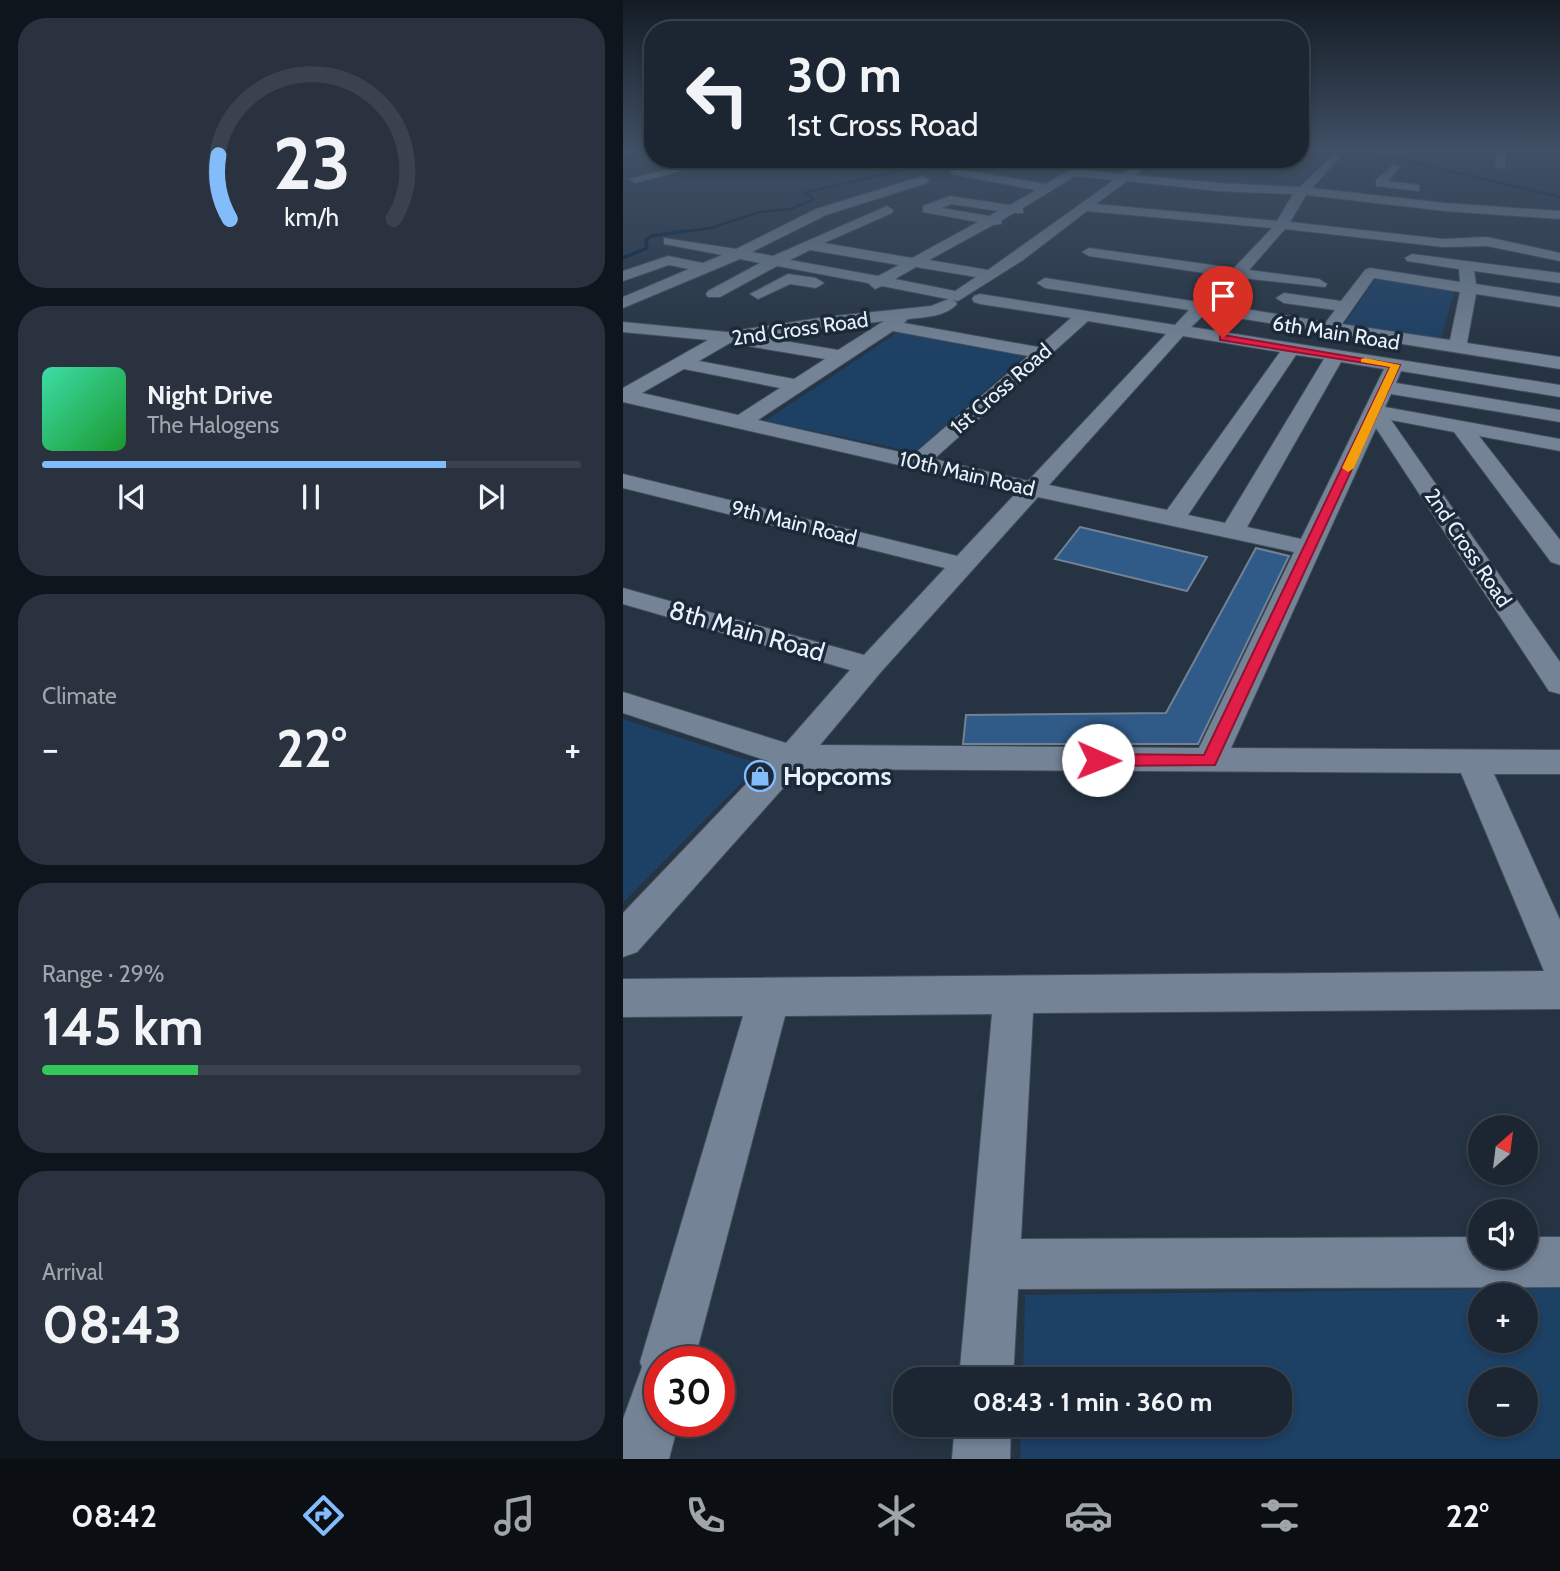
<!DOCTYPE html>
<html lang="en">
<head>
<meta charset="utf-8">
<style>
	:root { --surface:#1c2632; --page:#29323e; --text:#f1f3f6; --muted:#a0a5ac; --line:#3a434d; --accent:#83bcfb }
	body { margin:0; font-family:Cabin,sans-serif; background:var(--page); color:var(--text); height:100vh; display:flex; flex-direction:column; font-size:26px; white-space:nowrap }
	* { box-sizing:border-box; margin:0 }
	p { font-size:23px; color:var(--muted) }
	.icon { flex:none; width:38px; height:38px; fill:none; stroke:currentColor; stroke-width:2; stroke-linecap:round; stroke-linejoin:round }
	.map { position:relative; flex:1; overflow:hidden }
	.details { display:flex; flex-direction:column; gap:18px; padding:18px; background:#0f151c; width:623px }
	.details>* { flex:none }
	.hud { position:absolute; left:21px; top:21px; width:665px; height:147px; border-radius:28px; box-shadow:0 4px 10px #0003,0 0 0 2px var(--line); background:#1c2632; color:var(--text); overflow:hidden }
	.needle { width:46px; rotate:28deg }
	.controls { position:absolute; left:845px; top:1115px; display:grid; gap:14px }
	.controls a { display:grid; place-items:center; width:70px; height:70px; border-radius:50%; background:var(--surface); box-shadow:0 4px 10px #0003,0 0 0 2px var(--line); font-size:35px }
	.speed { position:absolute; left:21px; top:1346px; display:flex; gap:14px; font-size:35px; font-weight:700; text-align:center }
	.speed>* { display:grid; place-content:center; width:91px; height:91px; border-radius:50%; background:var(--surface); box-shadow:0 4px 10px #0003,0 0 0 2px var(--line); line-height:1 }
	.speed .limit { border:10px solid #d22; background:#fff; color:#111 }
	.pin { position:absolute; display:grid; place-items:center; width:60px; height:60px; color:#fff; margin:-72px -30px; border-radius:50% 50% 50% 0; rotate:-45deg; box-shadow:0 0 7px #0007 }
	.pin .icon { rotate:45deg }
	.me { position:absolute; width:77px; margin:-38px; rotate:91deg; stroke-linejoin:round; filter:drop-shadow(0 0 5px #0008) }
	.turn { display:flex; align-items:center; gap:24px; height:147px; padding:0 28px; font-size:32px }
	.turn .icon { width:91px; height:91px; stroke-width:2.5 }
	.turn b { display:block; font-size:49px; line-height:60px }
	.big { font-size:52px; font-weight:700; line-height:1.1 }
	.details .widget { flex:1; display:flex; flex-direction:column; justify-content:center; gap:10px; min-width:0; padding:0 24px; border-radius:28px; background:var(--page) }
	.details .dial { align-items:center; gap:0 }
	.dial svg { height:182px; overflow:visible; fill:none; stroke:var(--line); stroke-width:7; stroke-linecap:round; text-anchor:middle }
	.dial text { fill:var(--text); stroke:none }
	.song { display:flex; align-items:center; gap:21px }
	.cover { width:84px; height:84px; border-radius:10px; background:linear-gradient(135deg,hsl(160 70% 55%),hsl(130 70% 35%)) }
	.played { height:7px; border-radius:4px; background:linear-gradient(90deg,var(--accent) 75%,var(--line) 75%) }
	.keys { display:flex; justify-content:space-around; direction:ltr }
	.heat { display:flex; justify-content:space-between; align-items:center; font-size:38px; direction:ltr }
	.charge { height:10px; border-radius:5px; background:linear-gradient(90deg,#34c759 29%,var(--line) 0) }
	.trip { position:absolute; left:270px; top:1367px; width:399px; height:70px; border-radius:28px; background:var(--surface); box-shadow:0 4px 10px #0003,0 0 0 2px var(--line); font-weight:700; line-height:70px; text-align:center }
	.tabs { display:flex; height:112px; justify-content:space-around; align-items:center; background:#0b0f14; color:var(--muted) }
	.tabs .icon { width:49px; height:49px }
	.tabs .on { color:var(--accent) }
	.tabs b { font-size:32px; color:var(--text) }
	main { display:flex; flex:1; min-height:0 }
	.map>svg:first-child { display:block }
</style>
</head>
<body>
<main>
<section class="details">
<div class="widget dial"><svg viewBox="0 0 100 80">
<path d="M14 69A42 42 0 1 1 86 69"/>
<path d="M14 69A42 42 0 0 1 9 41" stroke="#83bcfb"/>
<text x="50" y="56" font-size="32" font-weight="700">23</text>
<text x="50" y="72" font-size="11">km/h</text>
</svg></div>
<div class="widget">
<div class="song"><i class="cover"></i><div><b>Night Drive</b><p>The Halogens</p></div></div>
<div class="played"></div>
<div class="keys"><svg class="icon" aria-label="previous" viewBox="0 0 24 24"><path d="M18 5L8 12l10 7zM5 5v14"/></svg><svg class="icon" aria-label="pause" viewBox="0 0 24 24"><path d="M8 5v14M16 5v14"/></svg><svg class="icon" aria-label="next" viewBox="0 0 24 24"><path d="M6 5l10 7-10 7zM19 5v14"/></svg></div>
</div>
<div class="widget"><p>Climate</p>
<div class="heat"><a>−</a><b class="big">22°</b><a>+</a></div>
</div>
<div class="widget"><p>Range · 29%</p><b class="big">145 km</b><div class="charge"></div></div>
<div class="widget"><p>Arrival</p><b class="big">08:43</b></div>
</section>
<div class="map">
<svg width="937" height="1459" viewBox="0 0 937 1459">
	<rect width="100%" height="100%" fill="#253342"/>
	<!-- green -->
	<g fill="#1d4065" fill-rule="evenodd">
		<path d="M754,277L832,289L818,339L721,325Z"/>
		<path d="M275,332L403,355L292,452L142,421Z"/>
		<path d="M0,719L137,764L0,903Z"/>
		<path d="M937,1288V1459H397L398,1425L656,1424V1379H400L402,1295ZM858,1295H903V1340H858ZM858,1379H903V1424H858Z"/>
	</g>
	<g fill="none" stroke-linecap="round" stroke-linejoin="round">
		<!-- stream-far1 -->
		<g stroke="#001e3d" stroke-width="2.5">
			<path d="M712,150L775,159L937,197"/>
			<path d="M172,159L191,162L219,159"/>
			<path d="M50,233L88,228L136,212L168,209L191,199L181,193L284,169"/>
		</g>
		<!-- stream -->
		<path stroke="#001e3d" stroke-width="3.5" d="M0,258L24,248L23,240L28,236L63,231"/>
	</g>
	<!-- building -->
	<g fill="#305a87" stroke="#728294" stroke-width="2">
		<path d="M457,527L584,557L564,591L432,559Z"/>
		<path d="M633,548L666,556L575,744H340L343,715L543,713Z"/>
	</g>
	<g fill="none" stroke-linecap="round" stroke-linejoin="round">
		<!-- minor casing -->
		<g stroke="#434e5b" stroke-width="2">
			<g id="minor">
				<path d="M0,150H9L0,154Z"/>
				<path d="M873,150H883L882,169L872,167Z"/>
				<path d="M710,155L716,158L689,188L822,203L937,211V219L822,211L683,195L667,222L820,239L864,237L937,253V261L864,246L820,247L662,229L626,270L696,279L704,284L702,287L618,278L591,304L703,322L712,310L661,303L653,298L661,293L718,301L742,270L747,268L837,282L836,269L784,261L782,258L789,254L937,273V283L851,271L853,284L937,297V307L853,294L844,343L937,357V369L583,313L568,327L937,385V397L778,371L773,383L937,410V422L768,394L762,407L937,439V451L856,436L937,540V565L928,562L831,432L768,420L937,662V694L926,691L753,428L608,748L937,750V774H871L937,920V1009L410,1013L398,1239L858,1237V1256H903V1237H937V1287L395,1289L390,1379H336L369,1014L162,1016L71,1362H37V1421H56L46,1459H0V1419L19,1367L17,1362L120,1016L0,1017V979L921,971L838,773L177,769L14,952L0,957V913L145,761L0,713V692L163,743L227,670L0,604V588L241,655L322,568L0,488V474L334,556L394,492L0,402V388L85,340L0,332V322L104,332L202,317L308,306L326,299L332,301L334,304C322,317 302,317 285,319L281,323L415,347L448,318L357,304L351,302L349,299L351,296L357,294L552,325L566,310L422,288L414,283L422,278L575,302L602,276L466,256L459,252L466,248L611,268L649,228L464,211L400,260L335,301L259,286L252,289L245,283L154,266L97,297H85L83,294L85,291L137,263L117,259L0,308V297L66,269L46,265L0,281V271L45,256L80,263L99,255L41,244V238L113,249L193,209L300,176L306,180L304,183L203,215L129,252L150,256L264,206L270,210L269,213L201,243L289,258L355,222L300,212V206L327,196L387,205L413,190L329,174L327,172L333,169L423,184L463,159L474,161L462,170L499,174L512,164L496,159H525L528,162L512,175L595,183L677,187ZM452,176L491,180L365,270L306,260L370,225L378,224L379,220L391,213H400V208ZM504,181L595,191L670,194L654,221L473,204ZM328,204L375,211L366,216L319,208ZM187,250L276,265L255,276L167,260ZM293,267L353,277L332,291L272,279ZM751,278L837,292L827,340L719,324ZM261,321L215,350L137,337ZM465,321L543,334L405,481L311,459ZM270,331L405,356L290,455L135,420ZM560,336L657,352L544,510L426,485ZM107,343L202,359L171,379L76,361ZM673,355L701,359L602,523L565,515ZM718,362L761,369L678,539L624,527ZM61,369L157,388L115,415L19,393ZM415,497L671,552L576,748L197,745L257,673Z"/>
				<path d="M84,159H105L12,183L6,179Z"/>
				<path d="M771,164L777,167L765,181L796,185V191L753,186V180Z"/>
				<path d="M165,274L193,278L201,283L193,288L167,284L135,299L127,294Z"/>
				<path d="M332,1424H388L387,1459H329Z"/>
			</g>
		</g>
		<!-- minor -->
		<use href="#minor" fill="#748496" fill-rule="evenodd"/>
	</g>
	<!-- sky -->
	<linearGradient id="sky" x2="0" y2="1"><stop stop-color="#141c24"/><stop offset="0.42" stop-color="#405065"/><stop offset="1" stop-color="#405065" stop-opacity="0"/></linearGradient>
	<rect width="937" height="355" fill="url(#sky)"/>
	<!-- route -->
	<path fill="#e11d48" stroke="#92132f" stroke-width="2" d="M600,335L777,365L592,765L475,766L467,760L475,754L581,755L767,367L597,340V336Z"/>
	<!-- slow -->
	<path fill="#f59e0b" d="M742,358L777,365L731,468L725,472L719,468L767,367L738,362V359Z"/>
	<!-- icons -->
	<defs>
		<g id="shop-ring" transform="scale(1.575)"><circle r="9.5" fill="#1c2938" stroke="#83bcfb" stroke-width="1.5"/><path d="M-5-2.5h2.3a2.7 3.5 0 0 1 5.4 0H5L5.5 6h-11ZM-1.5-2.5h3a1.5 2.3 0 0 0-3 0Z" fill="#83bcfb"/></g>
	</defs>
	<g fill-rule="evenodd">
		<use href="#shop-ring" x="137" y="776"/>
	</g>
	<g text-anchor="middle" stroke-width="7" stroke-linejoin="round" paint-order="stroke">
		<!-- far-street labels -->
		<g font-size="21" fill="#e9f1fc" stroke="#1c2938">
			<text transform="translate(177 329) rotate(-8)" y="7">2nd Cross Road</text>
			<text transform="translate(713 333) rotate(9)" y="7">6th Main Road</text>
			<text transform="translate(378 389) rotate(-41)" y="7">1st Cross Road</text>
			<text transform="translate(344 474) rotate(13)" y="7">10th Main Road</text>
			<text transform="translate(171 523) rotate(14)" y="7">9th Main Road</text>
			<text transform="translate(845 548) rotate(56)" y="7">2nd Cross Road</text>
		</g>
		<!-- street labels -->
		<g font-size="26" fill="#e9f1fc" stroke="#1c2938">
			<text transform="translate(124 631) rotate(16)" y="9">8th Main Road</text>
		</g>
		<!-- poi labels -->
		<g font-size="26" font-weight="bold" fill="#e9f1fc" stroke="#1c2938" text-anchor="start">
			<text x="160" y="785">Hopcoms</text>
		</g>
	</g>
</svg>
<div class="controls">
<a><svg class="needle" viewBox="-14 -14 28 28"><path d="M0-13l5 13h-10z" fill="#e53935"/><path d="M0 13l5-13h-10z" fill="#a0a5ac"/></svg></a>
<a><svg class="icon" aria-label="sound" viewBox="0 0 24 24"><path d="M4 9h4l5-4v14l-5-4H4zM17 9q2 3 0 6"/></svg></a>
<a>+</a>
<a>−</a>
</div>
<div class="speed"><div class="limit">30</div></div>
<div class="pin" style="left:600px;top:338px;background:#d93025"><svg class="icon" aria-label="arrive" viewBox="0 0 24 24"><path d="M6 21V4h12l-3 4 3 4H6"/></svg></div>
<svg class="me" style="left:475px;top:760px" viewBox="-20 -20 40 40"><circle r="19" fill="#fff"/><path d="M0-13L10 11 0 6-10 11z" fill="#e11d48"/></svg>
<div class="trip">08:43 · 1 min · 360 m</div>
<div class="hud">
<div class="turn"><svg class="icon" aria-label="left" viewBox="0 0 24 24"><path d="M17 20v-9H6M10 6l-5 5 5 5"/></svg><div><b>30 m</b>1st Cross Road</div></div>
</div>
</div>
</main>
<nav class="tabs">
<b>08:42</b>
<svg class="icon on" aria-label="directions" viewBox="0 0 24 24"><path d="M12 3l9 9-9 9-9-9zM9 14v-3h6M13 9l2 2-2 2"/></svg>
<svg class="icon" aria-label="music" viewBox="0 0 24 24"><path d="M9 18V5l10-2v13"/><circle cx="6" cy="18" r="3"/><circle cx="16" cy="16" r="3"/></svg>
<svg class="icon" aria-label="phone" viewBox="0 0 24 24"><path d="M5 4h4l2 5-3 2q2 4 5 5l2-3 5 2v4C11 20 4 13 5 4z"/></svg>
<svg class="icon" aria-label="climate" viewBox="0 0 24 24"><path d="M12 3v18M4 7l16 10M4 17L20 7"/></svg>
<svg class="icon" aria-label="car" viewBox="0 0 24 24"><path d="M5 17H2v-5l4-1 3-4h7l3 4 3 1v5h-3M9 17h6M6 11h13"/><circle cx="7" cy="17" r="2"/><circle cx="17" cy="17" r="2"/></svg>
<svg class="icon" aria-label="filters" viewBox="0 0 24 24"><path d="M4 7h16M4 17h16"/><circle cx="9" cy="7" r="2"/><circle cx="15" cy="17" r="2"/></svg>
<b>22°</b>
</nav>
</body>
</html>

*WORK TASK*. All lines above from the line with "position:absolute; display:grid; place-items:center;" through the line with "display:flex; align-items:center; gap:21px", both included, are to be set down exactly, with nothing else.

*SOLUTION FOR THIS EXERCISE*.
	.pin { position:absolute; display:grid; place-items:center; width:60px; height:60px; color:#fff; margin:-72px -30px; border-radius:50% 50% 50% 0; rotate:-45deg; box-shadow:0 0 7px #0007 }
	.pin .icon { rotate:45deg }
	.me { position:absolute; width:77px; margin:-38px; rotate:91deg; stroke-linejoin:round; filter:drop-shadow(0 0 5px #0008) }
	.turn { display:flex; align-items:center; gap:24px; height:147px; padding:0 28px; font-size:32px }
	.turn .icon { width:91px; height:91px; stroke-width:2.5 }
	.turn b { display:block; font-size:49px; line-height:60px }
	.big { font-size:52px; font-weight:700; line-height:1.1 }
	.details .widget { flex:1; display:flex; flex-direction:column; justify-content:center; gap:10px; min-width:0; padding:0 24px; border-radius:28px; background:var(--page) }
	.details .dial { align-items:center; gap:0 }
	.dial svg { height:182px; overflow:visible; fill:none; stroke:var(--line); stroke-width:7; stroke-linecap:round; text-anchor:middle }
	.dial text { fill:var(--text); stroke:none }
	.song { display:flex; align-items:center; gap:21px }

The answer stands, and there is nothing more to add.